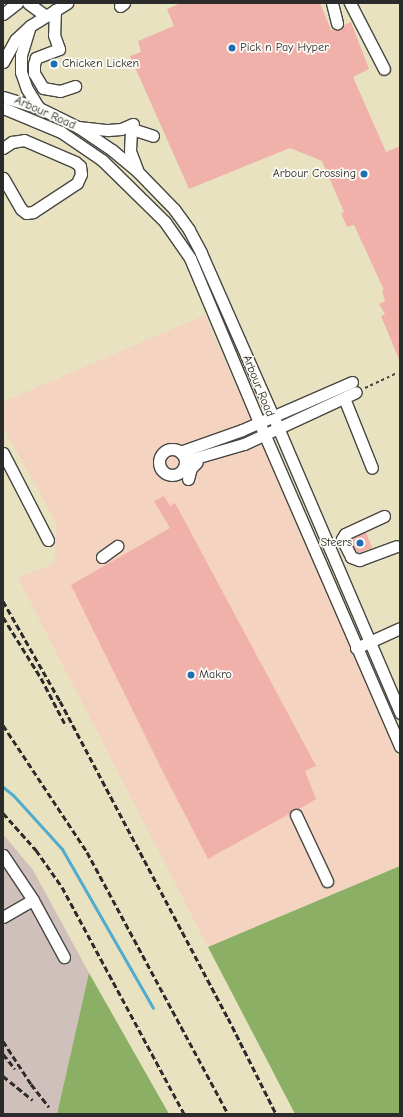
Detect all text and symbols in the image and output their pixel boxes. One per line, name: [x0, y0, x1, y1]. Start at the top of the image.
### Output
place label: Pick n Pay Hyper: [240, 41, 329, 55]
marker: Pick n Pay Hyper: [227, 43, 237, 53]
place label: Chicken Licken: [62, 57, 139, 71]
marker: Chicken Licken: [49, 59, 59, 69]
street label: Arbour Road: [12, 93, 78, 133]
place label: Arbour Crossing: [273, 167, 356, 181]
marker: Arbour Crossing: [359, 169, 369, 179]
street label: Arbour Road: [239, 353, 277, 419]
place label: Steers: [321, 536, 352, 550]
marker: Steers: [355, 538, 365, 548]
place label: Makro: [199, 668, 232, 682]
marker: Makro: [186, 670, 196, 680]

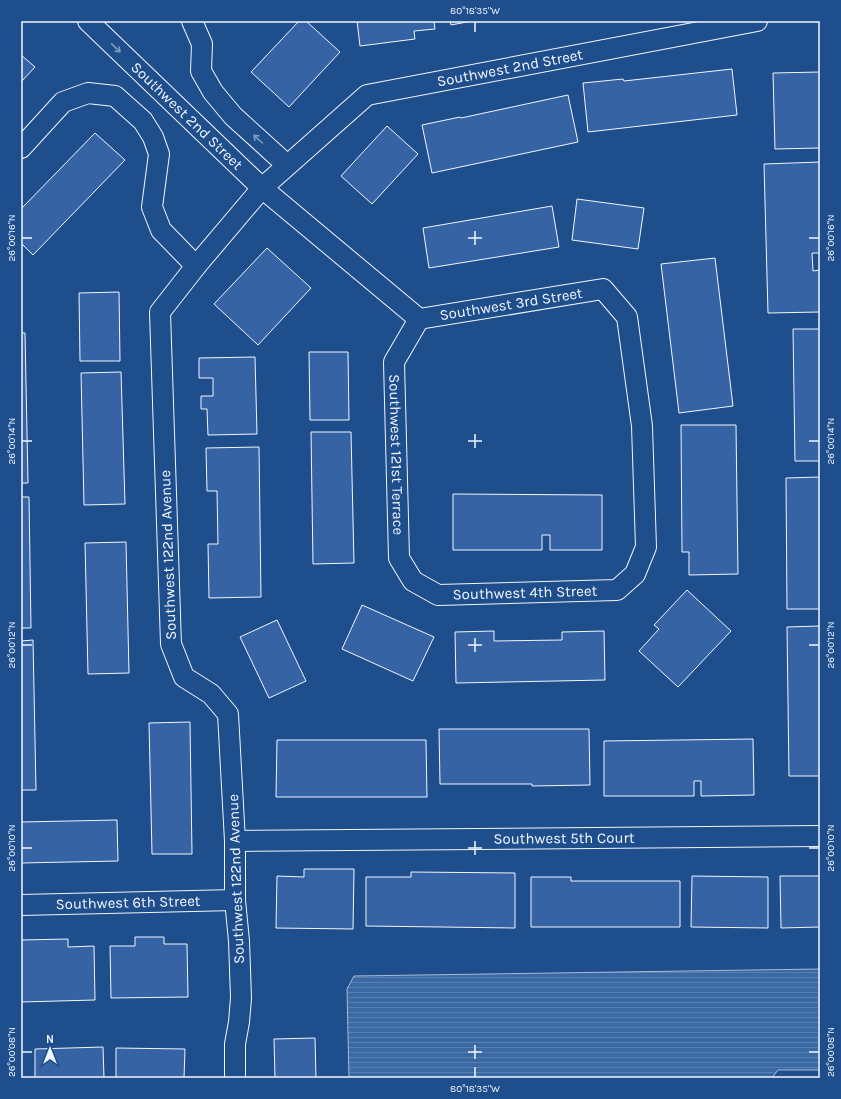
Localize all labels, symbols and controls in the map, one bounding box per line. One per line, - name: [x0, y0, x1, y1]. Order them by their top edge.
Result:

****************************************

→ Exercise requirements
Without the pictures, restate each entry exactly.

→ Answer box
Detect all text and symbols in the image and output their pixel boxes. One per line, name: [x0, y0, x1, y1]. Start at the top of the image.
### Output
place label: Pick n Pay Hyper: [240, 41, 329, 55]
marker: Pick n Pay Hyper: [227, 43, 237, 53]
place label: Chicken Licken: [62, 57, 139, 71]
marker: Chicken Licken: [49, 59, 59, 69]
street label: Arbour Road: [12, 93, 78, 133]
place label: Arbour Crossing: [273, 167, 356, 181]
marker: Arbour Crossing: [359, 169, 369, 179]
street label: Arbour Road: [239, 353, 277, 419]
place label: Steers: [321, 536, 352, 550]
marker: Steers: [355, 538, 365, 548]
place label: Makro: [199, 668, 232, 682]
marker: Makro: [186, 670, 196, 680]

Localize all labels, symbols and controls in the map, one bounding box per line. One per line, - name: [x0, y0, x1, y1]. Order them by their top edge.
Result:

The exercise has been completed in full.